In my previous post, I showed how to use cdata
package along with ggplot2
‘s faceting facility to compactly plot two related graphs from the same data. This got me thinking: can I use cdata
to produce a ggplot2
version of a scatterplot matrix, or pairs plot?
A pairs plot compactly plots every (numeric) variable in a dataset against every other one. In base plot, you would use the pairs()
function. Here is the base version of the pairs plot of the iris
dataset:
pairs(iris[1:4],
main = "Anderson's Iris Data -- 3 species",
pch = 21,
bg = c("#1b9e77", "#d95f02", "#7570b3")[unclass(iris$Species)])
There are other ways to do this, too:
# not run
library(ggplot2)
library(GGally)
ggpairs(iris, columns=1:4, aes(color=Species)) +
ggtitle("Anderson's Iris Data -- 3 species")
library(lattice)
splom(iris[1:4],
groups=iris$Species,
main="Anderson's Iris Data -- 3 species")
But I wanted to see if cdata
was up to the task. So here we go….
First, load the packages:
library(ggplot2)
library(cdata)
To create the pairs plot in ggplot2
, I need to reshape the data appropriately. For cdata
, I need to specify what shape I want the data to be in, using a control table. See the last post for how the control table works.

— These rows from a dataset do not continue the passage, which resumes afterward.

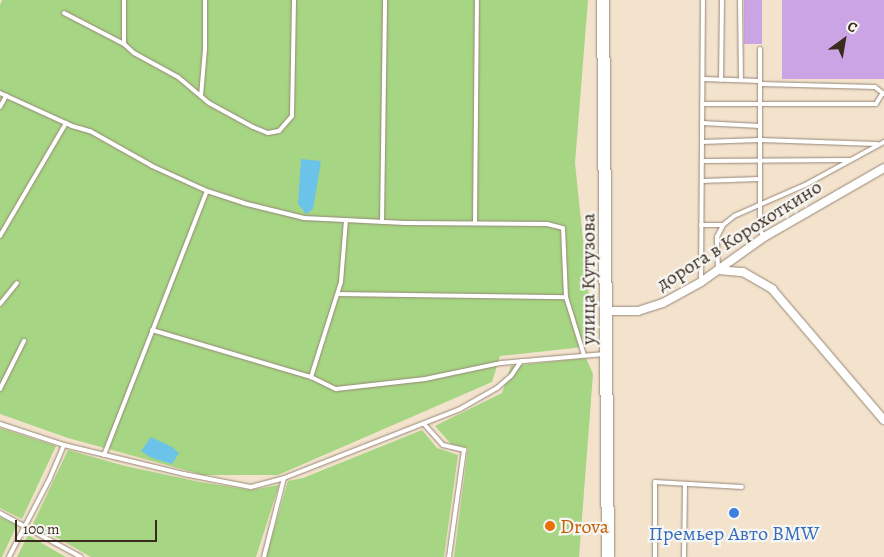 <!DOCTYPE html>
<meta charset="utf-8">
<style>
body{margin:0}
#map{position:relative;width:884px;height:557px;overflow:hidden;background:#f3e3cd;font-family:Alegreya,serif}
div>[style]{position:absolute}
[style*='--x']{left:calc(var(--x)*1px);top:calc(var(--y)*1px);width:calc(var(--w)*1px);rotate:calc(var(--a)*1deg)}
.green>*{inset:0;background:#a6d583}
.water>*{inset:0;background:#6cc3e9}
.building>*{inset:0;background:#cba4e5;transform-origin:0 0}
.roads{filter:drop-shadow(0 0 1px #978676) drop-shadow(0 0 1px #978676)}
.service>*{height:4px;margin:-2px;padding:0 2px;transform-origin:2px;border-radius:2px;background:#fff}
.minor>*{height:8px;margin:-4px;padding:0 4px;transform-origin:4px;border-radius:4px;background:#fff}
.primary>*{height:12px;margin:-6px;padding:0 6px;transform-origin:6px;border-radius:6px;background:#fff}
.dots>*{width:14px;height:14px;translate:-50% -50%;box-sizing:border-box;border:2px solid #f6f6f2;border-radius:50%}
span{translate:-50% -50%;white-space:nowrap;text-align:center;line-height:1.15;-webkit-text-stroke:4.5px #f6f6f2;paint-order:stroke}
.street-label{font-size:20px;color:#3b2a1e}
.food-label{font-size:20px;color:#c56008}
.left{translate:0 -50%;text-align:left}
.shop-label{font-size:20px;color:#366cbe}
.north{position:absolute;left:819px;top:15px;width:50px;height:50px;-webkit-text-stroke:4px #f6f6f2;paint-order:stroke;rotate:32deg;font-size:14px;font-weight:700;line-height:20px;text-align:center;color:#3b2a1e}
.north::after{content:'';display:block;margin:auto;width:18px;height:22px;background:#3b2a1e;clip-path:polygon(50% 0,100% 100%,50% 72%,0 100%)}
.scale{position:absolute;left:15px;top:520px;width:142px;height:22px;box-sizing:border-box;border:2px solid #3b2a1e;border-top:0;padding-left:6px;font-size:15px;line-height:18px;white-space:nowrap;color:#3b2a1e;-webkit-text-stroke:4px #f6f6f2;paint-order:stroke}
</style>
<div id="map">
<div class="green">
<i style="clip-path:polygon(2px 0,588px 0,575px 163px,592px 326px,598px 332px,583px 347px,500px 356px,492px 382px,278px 475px,203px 475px,68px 438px,0 414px,0 5px)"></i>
<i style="clip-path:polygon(586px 358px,593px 374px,579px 557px,454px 557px,468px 448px,451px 444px,435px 426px,502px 393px,511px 366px)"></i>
<i style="clip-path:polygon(0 428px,56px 446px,22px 519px,0 508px)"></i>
<i style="clip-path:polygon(422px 430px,437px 448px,458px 455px,444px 557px,266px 557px,288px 481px,303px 478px)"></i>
<i style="clip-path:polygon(68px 450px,125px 466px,200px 482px,251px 490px,279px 485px,256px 557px,91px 557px,33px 524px)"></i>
<i style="clip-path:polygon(0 517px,17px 525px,2px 557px,0 557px)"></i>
<i style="clip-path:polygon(28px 535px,57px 552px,66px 557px,17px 557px)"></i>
</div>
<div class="water">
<i style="clip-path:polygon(301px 159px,321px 161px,313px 209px,306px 214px,298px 204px)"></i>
<i style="clip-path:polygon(151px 437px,172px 447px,179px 453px,172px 464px,152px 458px,141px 451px)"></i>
</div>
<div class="building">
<i style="left:744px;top:0;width:18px;height:44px"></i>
<i style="left:782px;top:0;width:102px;height:79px"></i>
</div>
<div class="roads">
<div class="service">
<i style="--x:740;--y:0;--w:80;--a:89.3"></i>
<i style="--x:64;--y:13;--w:68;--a:27.3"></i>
<i style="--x:124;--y:44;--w:44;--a:-90"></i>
<i style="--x:124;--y:44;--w:13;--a:42"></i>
<i style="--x:134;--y:53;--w:50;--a:28.6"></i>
<i style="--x:178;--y:77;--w:40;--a:40"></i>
<i style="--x:209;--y:103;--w:50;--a:28.6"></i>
<i style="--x:253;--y:127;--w:16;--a:22"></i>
<i style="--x:268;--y:133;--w:11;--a:-10"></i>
<i style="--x:279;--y:131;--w:20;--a:-49"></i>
<i style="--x:292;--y:116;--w:116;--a:-89"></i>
<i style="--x:760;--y:49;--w:181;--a:90"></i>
<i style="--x:760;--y:230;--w:8;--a:60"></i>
<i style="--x:703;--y:79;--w:57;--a:2"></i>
<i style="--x:721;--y:80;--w:80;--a:-89.3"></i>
<i style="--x:760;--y:84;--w:115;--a:1.5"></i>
<i style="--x:875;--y:87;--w:11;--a:38"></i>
<i style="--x:0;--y:93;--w:79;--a:24.6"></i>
<i style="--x:72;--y:126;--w:19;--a:16"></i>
<i style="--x:90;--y:131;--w:71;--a:29.4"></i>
<i style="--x:152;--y:166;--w:60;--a:24.4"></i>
<i style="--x:201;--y:96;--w:47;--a:-85.1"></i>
<i style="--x:205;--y:49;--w:49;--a:-90"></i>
<i style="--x:702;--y:104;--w:174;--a:0"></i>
<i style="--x:876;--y:104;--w:12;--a:-59"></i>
<i style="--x:0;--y:107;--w:13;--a:-61"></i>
<i style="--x:702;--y:123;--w:58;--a:3"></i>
<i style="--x:702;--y:142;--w:58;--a:-2"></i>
<i style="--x:760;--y:140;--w:117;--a:2"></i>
<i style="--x:702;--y:161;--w:148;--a:-0.4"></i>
<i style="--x:702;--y:181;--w:57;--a:-2"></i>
<i style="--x:346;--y:220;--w:62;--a:94.6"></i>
<i style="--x:341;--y:282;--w:100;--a:107.5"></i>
<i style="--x:311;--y:377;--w:28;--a:26"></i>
<i style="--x:336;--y:389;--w:90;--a:-6.4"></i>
<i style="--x:425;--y:379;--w:78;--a:-11.9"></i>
<i style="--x:501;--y:363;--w:104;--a:-4.9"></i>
<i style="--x:382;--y:222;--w:222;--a:-89.2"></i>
<i style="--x:475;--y:223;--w:223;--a:-89.5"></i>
<i style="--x:701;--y:225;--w:22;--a:0"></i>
<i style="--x:0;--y:236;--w:131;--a:-59.7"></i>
<i style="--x:718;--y:270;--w:33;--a:-92"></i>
<i style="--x:717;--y:237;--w:13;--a:-63"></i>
<i style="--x:723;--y:225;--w:14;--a:-39"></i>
<i style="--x:734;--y:216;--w:77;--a:-23.6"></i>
<i style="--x:805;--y:185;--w:90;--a:-28.6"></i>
<i style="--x:701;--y:282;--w:282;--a:-89.6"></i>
<i style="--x:338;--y:294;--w:228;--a:0.8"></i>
<i style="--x:0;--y:304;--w:27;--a:-51"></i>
<i style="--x:152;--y:330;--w:166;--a:16.5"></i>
<i style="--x:0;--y:389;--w:54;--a:-63.4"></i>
<i style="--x:0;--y:424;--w:67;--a:18.2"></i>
<i style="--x:64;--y:445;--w:38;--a:113"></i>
<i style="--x:49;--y:480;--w:87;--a:117.5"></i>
<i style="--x:424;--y:424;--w:28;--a:48"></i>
<i style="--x:443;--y:445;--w:22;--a:13"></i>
<i style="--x:464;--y:450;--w:108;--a:98"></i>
<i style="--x:64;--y:445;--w:123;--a:13.6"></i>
<i style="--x:184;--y:474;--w:68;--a:11"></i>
<i style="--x:251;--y:487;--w:34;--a:-15"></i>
<i style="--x:104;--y:455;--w:283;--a:-68.7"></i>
<i style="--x:207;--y:191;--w:38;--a:18"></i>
<i style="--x:243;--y:203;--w:63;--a:13.8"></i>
<i style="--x:304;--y:218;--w:101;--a:2.8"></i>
<i style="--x:405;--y:223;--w:142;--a:0.4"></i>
<i style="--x:547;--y:224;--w:16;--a:14"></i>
<i style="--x:563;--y:228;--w:69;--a:87.5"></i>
<i style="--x:566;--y:297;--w:61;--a:72.8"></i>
<i style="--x:0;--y:513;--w:92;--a:28.5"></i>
<i style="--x:264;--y:557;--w:81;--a:-75.8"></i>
<i style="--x:284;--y:478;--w:189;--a:-21.4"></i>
<i style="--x:460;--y:409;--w:43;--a:-29.6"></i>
<i style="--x:497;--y:388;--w:18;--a:-41"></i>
<i style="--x:511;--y:376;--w:18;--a:-56"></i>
<i style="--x:655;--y:557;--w:75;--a:-90"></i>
<i style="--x:655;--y:482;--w:87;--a:3.3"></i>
<i style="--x:684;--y:557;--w:73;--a:-89.2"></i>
</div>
<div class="minor">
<i style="--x:718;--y:270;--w:25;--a:5"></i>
<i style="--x:743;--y:272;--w:34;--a:30"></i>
<i style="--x:772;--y:289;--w:172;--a:49.5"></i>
<i style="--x:606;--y:311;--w:32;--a:0"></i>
<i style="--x:638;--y:311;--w:26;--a:-18"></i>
<i style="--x:663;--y:303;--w:43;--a:-28.9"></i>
<i style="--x:701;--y:282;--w:77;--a:-35.5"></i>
<i style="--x:764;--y:237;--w:138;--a:-29.9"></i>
</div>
<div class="primary">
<i style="--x:603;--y:0;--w:557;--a:89.49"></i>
</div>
</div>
<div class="dots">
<i style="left:734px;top:513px;background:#3f7fe0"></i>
<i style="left:550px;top:526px;background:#e8710a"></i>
</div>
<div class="street-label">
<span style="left:739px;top:235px;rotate:-32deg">дорога в Корохоткино</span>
<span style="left:588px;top:279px;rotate:-90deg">улица Кутузова</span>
</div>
<div class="food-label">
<span class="left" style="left:560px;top:526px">Drova</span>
</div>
<div class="shop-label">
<span style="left:734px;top:533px">Премьер Авто BMW</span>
</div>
<div class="north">С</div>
<div class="scale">100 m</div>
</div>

For this task, creating the control table is slightly more involved.
Here, I specify the variables I want to plot.
meas_vars <- colnames(iris)[1:4]
The function expand_grid()
returns a data frame of all combinations of its arguments; in this case, I want all pairs of variables.

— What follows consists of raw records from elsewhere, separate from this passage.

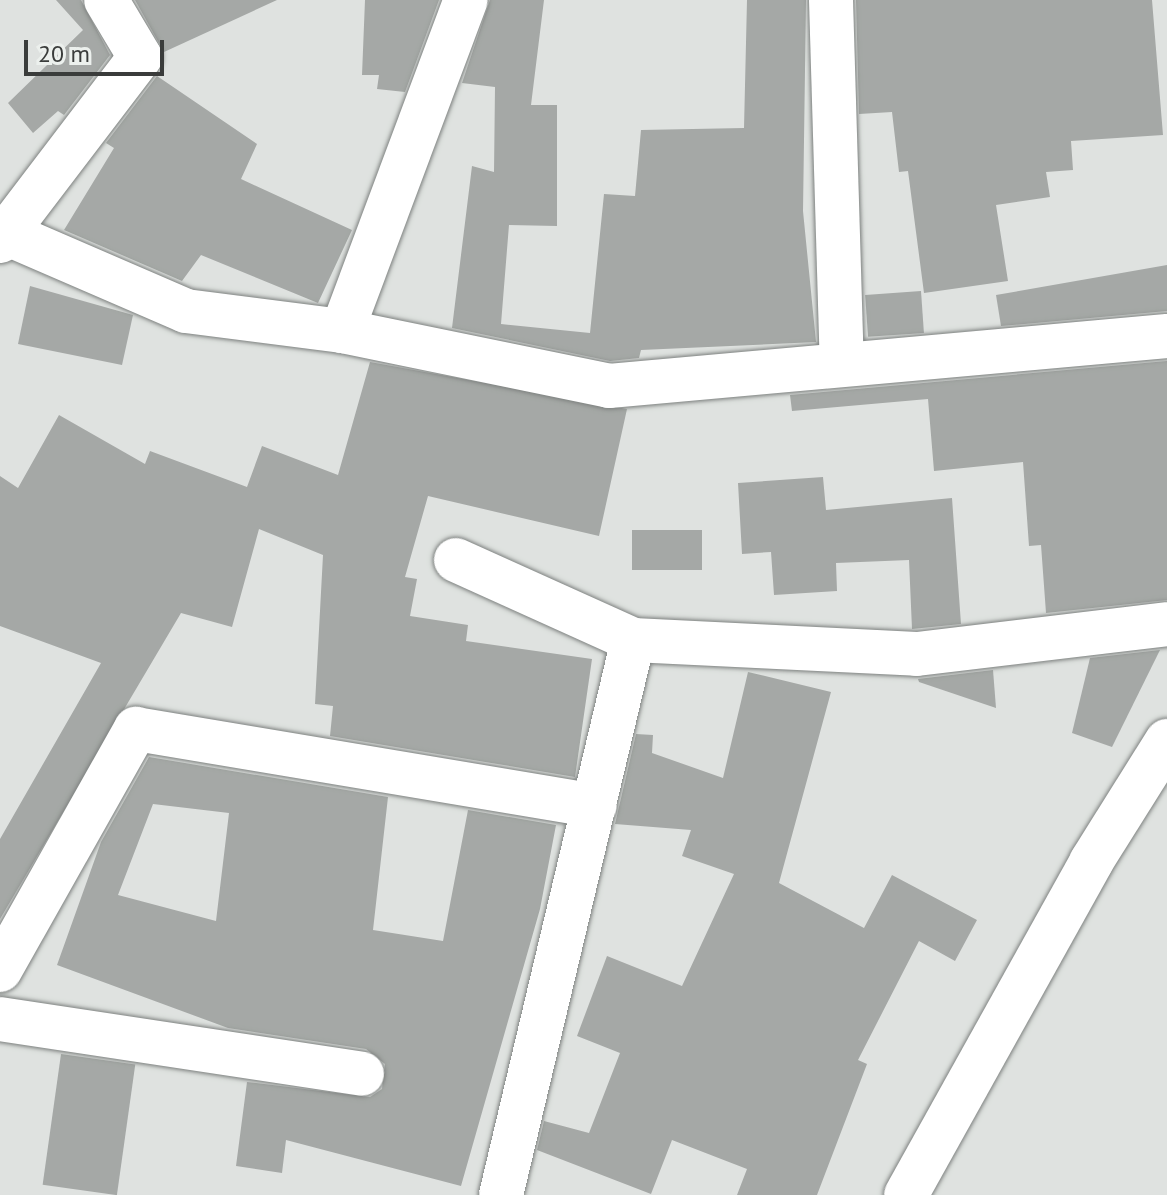 <!DOCTYPE html>
<style>
body{margin:0}
#map{position:relative;width:1167px;height:1195px;overflow:hidden;background:#dfe2e0;font-family:"PT Sans",sans-serif}
div>[style]{position:absolute}
[style*='--x']{left:calc(var(--x)*1px);top:calc(var(--y)*1px);width:calc(var(--w)*1px);rotate:calc(var(--a)*1deg)}
.building>*{inset:0;background:#a5a8a6;transform-origin:0 0}
.roads{filter:drop-shadow(0 0 2px #7d817f) drop-shadow(0 0 2px #7d817f)}
.minor>*{height:44px;margin:-22px;padding:0 22px;transform-origin:22px;border-radius:22px;background:#fff}
span{translate:-50% -50%;white-space:nowrap;text-align:center;line-height:1.15;-webkit-text-stroke:6px #ecf0ed;paint-order:stroke}
.scale{position:absolute;left:24px;top:40px;width:140px;height:36px;box-sizing:border-box;border:4px solid #3a3c3b;border-top:0;padding-left:10px;font-size:24px;line-height:28px;white-space:nowrap;color:#3a3c3b;-webkit-text-stroke:6px #ecf0ed;paint-order:stroke}
</style>
<div id="map">
<div class="building">
<div style="clip-path:polygon(56px 0,81px 0,110px 55px,64px 115px,58px 111px,33px 133px,8px 103px,83px 30px)"></div>
<div style="clip-path:polygon(135px 0,277px 0,164px 52px)"></div>
<div style="clip-path:polygon(365px 0,439px 0,405px 92px,377px 89px,379px 75px,362px 75px)"></div>
<div style="clip-path:polygon(490px 0,544px 0,531px 105px,557px 105px,557px 226px,509px 225px,501px 324px,590px 333px,604px 194px,635px 196px,641px 130px,744px 128px,747px 0,806px 0,803px 211px,816px 342px,641px 350px,639px 358px,610px 361px,452px 328px,472px 166px,494px 172px,495px 87px,462px 83px)"></div>
<div style="clip-path:polygon(856px 0,1152px 0,1163px 135px,1071px 141px,1073px 170px,1046px 172px,1050px 197px,996px 205px,1008px 281px,924px 293px,908px 171px,899px 172px,892px 112px,859px 114px)"></div>
<div style="clip-path:polygon(157px 76px,257px 144px,241px 179px,352px 230px,318px 303px,201px 255px,182px 281px,64px 230px,114px 148px,106px 143px)"></div>
<div style="clip-path:polygon(1167px 265px,1167px 311px,1001px 326px,996px 295px)"></div>
<div style="clip-path:polygon(30px 286px,133px 315px,122px 365px,18px 344px)"></div>
<div style="left:921px;top:291px;width:42px;height:56px;rotate:86deg"></div>
<div style="clip-path:polygon(1167px 361px,1167px 600px,1046px 613px,1041px 545px,1029px 546px,1023px 462px,934px 471px,928px 399px,792px 411px,790px 395px)"></div>
<div style="clip-path:polygon(370px 362px,627px 409px,599px 536px,428px 496px,405px 577px,417px 579px,410px 616px,468px 625px,466px 641px,592px 659px,575px 777px,330px 736px,333px 706px,315px 704px,323px 555px,259px 529px,232px 627px,181px 613px,0 919px,0 839px,101px 663px,0 626px,0 476px,18px 488px,59px 415px,145px 464px,150px 451px,247px 487px,262px 446px,338px 475px)"></div>
<div style="clip-path:polygon(823px 477px,826px 510px,952px 498px,961px 624px,912px 629px,909px 560px,836px 563px,837px 591px,774px 595px,771px 552px,742px 554px,738px 483px)"></div>
<div style="left:632px;top:530px;width:70px;height:40px"></div>
<div style="clip-path:polygon(1160px 650px,1112px 747px,1072px 733px,1090px 658px)"></div>
<div style="clip-path:polygon(993px 670px,996px 708px,919px 682px,918px 679px)"></div>
<div style="clip-path:polygon(748px 672px,831px 692px,779px 883px,864px 928px,892px 875px,977px 920px,955px 961px,919px 941px,858px 1060px,867px 1064px,817px 1195px,737px 1195px,747px 1169px,672px 1140px,651px 1194px,537px 1150px,544px 1121px,589px 1133px,620px 1053px,577px 1036px,607px 956px,682px 986px,734px 874px,682px 856px,691px 830px,615px 824px,636px 734px,653px 735px,652px 753px,723px 778px)"></div>
<div style="clip-path:polygon(evenodd,149px 757px,388px 797px,373px 930px,443px 941px,468px 810px,556px 825px,540px 909px,461px 1186px,286px 1140px,282px 1173px,236px 1166px,247px 1082px,370px 1097px,382px 1089px,385px 1064px,366px 1049px,228px 1028px,57px 965px,101px 842px,149px 757px,153px 804px,229px 813px,216px 921px,118px 895px,153px 804px)"></div>
<div style="left:61px;top:1054px;width:75px;height:132px;rotate:8deg"></div>
</div>
<div class="roads">
<div class="minor">
<div style="--x:831;--y:0;--w:364;--a:88.3"></div>
<div style="--x:8;--y:234;--w:194;--a:23.4"></div>
<div style="--x:186;--y:311;--w:157;--a:7.3"></div>
<div style="--x:342;--y:331;--w:273;--a:11.6"></div>
<div style="--x:609;--y:386;--w:560;--a:-5.12"></div>
<div style="--x:0;--y:241;--w:231;--a:-52.7"></div>
<div style="--x:140;--y:57;--w:66;--a:-120.8"></div>
<div style="--x:342;--y:331;--w:353;--a:-69.5"></div>
<div style="--x:456;--y:560;--w:194;--a:24.3"></div>
<div style="--x:633;--y:640;--w:284;--a:2.8"></div>
<div style="--x:917;--y:654;--w:252;--a:-6.8"></div>
<div style="--x:0;--y:970;--w:277;--a:-60.6"></div>
<div style="--x:136;--y:729;--w:465;--a:9.5"></div>
<div style="--x:0;--y:1019;--w:366;--a:8.6"></div>
<div style="--x:501;--y:1195;--w:570;--a:-76.62"></div>
<div style="--x:906;--y:1195;--w:381;--a:-60.9"></div>
<div style="--x:1091;--y:862;--w:143;--a:-57.9"></div>
</div>
</div>
<div class="scale">20 m</div>
</div>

# the data.frame() call strips the attributes from
# the frame returned by expand.grid()
controlTable <- data.frame(expand.grid(meas_vars, meas_vars,
stringsAsFactors = FALSE))
# rename the columns
colnames(controlTable) <- c("x", "y")
# add the key column
controlTable <- cbind(
data.frame(pair_key = paste(controlTable[[1]], controlTable[[2]]),
stringsAsFactors = FALSE),
controlTable)
controlTable
## pair_key x y
## 1 Sepal.Length Sepal.Length Sepal.Length Sepal.Length
## 2 Sepal.Width Sepal.Length Sepal.Width Sepal.Length
## 3 Petal.Length Sepal.Length Petal.Length Sepal.Length
## 4 Petal.Width Sepal.Length Petal.Width Sepal.Length
## 5 Sepal.Length Sepal.Width Sepal.Length Sepal.Width
## 6 Sepal.Width Sepal.Width Sepal.Width Sepal.Width
## 7 Petal.Length Sepal.Width Petal.Length Sepal.Width
## 8 Petal.Width Sepal.Width Petal.Width Sepal.Width
## 9 Sepal.Length Petal.Length Sepal.Length Petal.Length
## 10 Sepal.Width Petal.Length Sepal.Width Petal.Length
## 11 Petal.Length Petal.Length Petal.Length Petal.Length
## 12 Petal.Width Petal.Length Petal.Width Petal.Length
## 13 Sepal.Length Petal.Width Sepal.Length Petal.Width
## 14 Sepal.Width Petal.Width Sepal.Width Petal.Width
## 15 Petal.Length Petal.Width Petal.Length Petal.Width
## 16 Petal.Width Petal.Width Petal.Width Petal.Width
The control table specifies that for every row of iris
, sixteen new rows get produced, one for each possible pair of variables. The column pair_key
will be the key column in the new data frame; there’s one key level for every possible pair of variables. The columns x
and y
will be the value columns in the new data frame — these will be the columns that we plot.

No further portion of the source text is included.